### WHAT IS BEING ASKED
Where a line of the following data contains the string "Girasole", include it in the tally. Report the total alone.

### INPUT FOR THIS TASK
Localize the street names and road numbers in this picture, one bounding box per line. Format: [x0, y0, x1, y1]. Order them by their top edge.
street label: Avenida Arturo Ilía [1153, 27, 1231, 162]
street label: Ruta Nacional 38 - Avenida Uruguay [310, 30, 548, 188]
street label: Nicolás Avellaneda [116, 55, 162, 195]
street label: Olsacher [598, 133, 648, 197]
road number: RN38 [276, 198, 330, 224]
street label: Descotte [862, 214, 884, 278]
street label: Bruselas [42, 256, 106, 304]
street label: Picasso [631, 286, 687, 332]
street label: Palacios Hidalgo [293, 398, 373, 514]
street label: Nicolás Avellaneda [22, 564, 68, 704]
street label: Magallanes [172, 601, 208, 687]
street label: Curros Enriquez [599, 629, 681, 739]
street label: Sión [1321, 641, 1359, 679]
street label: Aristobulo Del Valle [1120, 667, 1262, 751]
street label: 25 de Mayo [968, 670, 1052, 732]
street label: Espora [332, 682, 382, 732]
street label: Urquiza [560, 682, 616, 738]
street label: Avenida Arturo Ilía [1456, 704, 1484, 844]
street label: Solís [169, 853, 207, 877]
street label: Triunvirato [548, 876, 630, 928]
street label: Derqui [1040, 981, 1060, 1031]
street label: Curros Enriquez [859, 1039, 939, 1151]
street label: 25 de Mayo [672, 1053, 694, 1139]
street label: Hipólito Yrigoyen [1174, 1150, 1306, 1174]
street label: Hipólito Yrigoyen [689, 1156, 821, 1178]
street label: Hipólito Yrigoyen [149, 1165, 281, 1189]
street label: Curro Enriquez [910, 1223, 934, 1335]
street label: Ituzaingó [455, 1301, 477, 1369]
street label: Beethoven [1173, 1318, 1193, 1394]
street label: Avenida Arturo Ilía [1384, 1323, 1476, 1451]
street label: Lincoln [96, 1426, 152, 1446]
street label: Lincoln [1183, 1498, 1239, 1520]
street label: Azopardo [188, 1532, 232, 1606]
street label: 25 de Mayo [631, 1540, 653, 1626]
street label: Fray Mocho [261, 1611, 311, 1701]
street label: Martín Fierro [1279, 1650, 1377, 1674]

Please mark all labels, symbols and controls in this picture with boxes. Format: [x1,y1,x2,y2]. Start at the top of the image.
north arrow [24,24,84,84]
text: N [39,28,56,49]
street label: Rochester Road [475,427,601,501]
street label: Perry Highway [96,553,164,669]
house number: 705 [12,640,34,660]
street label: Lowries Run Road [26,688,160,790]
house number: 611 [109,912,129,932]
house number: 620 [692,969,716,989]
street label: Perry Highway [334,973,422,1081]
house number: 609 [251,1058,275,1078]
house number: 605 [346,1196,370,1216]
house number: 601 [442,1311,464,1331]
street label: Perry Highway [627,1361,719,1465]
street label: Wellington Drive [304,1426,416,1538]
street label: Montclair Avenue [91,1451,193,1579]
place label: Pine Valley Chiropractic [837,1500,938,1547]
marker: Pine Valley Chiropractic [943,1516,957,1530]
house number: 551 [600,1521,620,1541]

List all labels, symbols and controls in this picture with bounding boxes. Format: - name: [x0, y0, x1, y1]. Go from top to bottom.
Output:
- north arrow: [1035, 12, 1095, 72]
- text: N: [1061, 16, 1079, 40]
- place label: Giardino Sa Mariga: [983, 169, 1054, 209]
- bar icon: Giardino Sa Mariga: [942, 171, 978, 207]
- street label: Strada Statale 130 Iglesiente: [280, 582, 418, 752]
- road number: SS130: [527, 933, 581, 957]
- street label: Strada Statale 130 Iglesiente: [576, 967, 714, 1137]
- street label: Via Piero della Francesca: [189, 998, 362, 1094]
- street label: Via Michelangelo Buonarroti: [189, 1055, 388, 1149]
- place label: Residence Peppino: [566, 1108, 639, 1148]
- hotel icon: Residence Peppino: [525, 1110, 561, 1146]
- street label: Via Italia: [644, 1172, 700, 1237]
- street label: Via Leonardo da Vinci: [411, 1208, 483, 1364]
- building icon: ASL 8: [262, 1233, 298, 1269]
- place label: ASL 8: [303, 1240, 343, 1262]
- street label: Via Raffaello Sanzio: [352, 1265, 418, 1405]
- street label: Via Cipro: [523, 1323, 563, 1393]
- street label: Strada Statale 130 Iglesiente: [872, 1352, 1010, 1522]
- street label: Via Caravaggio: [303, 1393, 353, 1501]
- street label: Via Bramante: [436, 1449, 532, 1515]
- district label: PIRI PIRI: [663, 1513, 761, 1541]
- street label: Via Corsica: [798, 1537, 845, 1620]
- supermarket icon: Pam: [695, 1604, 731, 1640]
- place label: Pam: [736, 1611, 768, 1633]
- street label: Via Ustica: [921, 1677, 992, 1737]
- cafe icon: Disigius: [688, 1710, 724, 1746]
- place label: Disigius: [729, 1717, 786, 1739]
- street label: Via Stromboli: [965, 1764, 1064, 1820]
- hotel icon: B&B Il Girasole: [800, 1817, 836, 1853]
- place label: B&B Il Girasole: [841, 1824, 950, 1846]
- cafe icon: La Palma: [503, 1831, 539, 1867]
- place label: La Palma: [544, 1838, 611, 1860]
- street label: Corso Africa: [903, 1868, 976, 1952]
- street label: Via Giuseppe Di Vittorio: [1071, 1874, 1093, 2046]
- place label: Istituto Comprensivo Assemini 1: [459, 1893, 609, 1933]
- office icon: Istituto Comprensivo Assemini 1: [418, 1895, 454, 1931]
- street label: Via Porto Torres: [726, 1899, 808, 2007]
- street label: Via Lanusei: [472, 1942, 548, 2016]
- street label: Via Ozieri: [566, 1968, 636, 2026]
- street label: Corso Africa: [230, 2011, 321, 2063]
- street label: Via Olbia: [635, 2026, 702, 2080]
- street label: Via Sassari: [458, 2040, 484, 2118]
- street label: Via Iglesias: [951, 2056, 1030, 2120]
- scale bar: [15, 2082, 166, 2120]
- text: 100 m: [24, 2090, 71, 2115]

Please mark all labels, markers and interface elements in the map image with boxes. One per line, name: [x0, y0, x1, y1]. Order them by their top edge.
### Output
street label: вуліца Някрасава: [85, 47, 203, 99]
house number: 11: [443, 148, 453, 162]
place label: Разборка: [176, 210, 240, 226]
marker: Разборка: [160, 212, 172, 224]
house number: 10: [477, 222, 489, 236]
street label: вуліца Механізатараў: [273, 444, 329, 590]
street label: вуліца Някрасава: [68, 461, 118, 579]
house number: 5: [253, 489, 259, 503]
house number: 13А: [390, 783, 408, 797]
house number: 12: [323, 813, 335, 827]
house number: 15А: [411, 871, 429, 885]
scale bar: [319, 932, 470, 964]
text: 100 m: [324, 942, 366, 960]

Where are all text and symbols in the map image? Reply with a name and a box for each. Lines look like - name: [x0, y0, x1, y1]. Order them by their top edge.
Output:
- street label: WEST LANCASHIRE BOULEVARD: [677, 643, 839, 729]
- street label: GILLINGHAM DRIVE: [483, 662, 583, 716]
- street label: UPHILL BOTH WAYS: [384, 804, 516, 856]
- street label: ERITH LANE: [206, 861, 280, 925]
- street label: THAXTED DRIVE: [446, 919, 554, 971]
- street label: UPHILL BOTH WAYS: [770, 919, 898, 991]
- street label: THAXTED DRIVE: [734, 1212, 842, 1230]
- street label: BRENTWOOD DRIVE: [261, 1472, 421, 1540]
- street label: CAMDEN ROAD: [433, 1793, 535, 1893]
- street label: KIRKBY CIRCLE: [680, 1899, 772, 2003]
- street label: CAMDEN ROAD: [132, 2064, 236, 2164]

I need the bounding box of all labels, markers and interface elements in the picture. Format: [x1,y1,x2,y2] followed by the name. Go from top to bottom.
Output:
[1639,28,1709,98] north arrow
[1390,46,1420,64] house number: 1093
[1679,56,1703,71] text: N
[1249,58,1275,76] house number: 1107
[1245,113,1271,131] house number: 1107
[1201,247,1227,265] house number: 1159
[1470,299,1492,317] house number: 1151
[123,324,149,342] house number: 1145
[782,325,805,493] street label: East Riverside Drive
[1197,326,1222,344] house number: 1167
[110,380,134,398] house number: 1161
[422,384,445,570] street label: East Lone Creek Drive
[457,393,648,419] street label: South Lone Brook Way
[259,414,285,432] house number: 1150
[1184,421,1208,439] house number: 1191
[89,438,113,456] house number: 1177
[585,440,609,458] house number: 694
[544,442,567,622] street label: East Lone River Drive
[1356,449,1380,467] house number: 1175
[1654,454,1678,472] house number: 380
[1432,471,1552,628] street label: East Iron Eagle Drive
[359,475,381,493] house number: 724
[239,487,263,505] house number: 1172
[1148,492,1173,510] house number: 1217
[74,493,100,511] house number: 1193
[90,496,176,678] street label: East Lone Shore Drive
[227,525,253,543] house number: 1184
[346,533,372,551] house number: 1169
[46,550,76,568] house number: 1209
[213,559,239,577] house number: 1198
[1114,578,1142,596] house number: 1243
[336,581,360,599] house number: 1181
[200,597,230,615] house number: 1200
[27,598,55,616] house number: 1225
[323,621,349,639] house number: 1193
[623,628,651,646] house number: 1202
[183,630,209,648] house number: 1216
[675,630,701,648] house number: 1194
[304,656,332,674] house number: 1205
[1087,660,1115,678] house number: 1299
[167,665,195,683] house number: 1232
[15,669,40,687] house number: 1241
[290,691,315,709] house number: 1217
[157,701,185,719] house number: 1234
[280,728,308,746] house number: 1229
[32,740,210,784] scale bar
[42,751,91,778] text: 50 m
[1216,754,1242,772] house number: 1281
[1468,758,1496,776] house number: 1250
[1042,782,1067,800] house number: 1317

### ANSWER BOX
2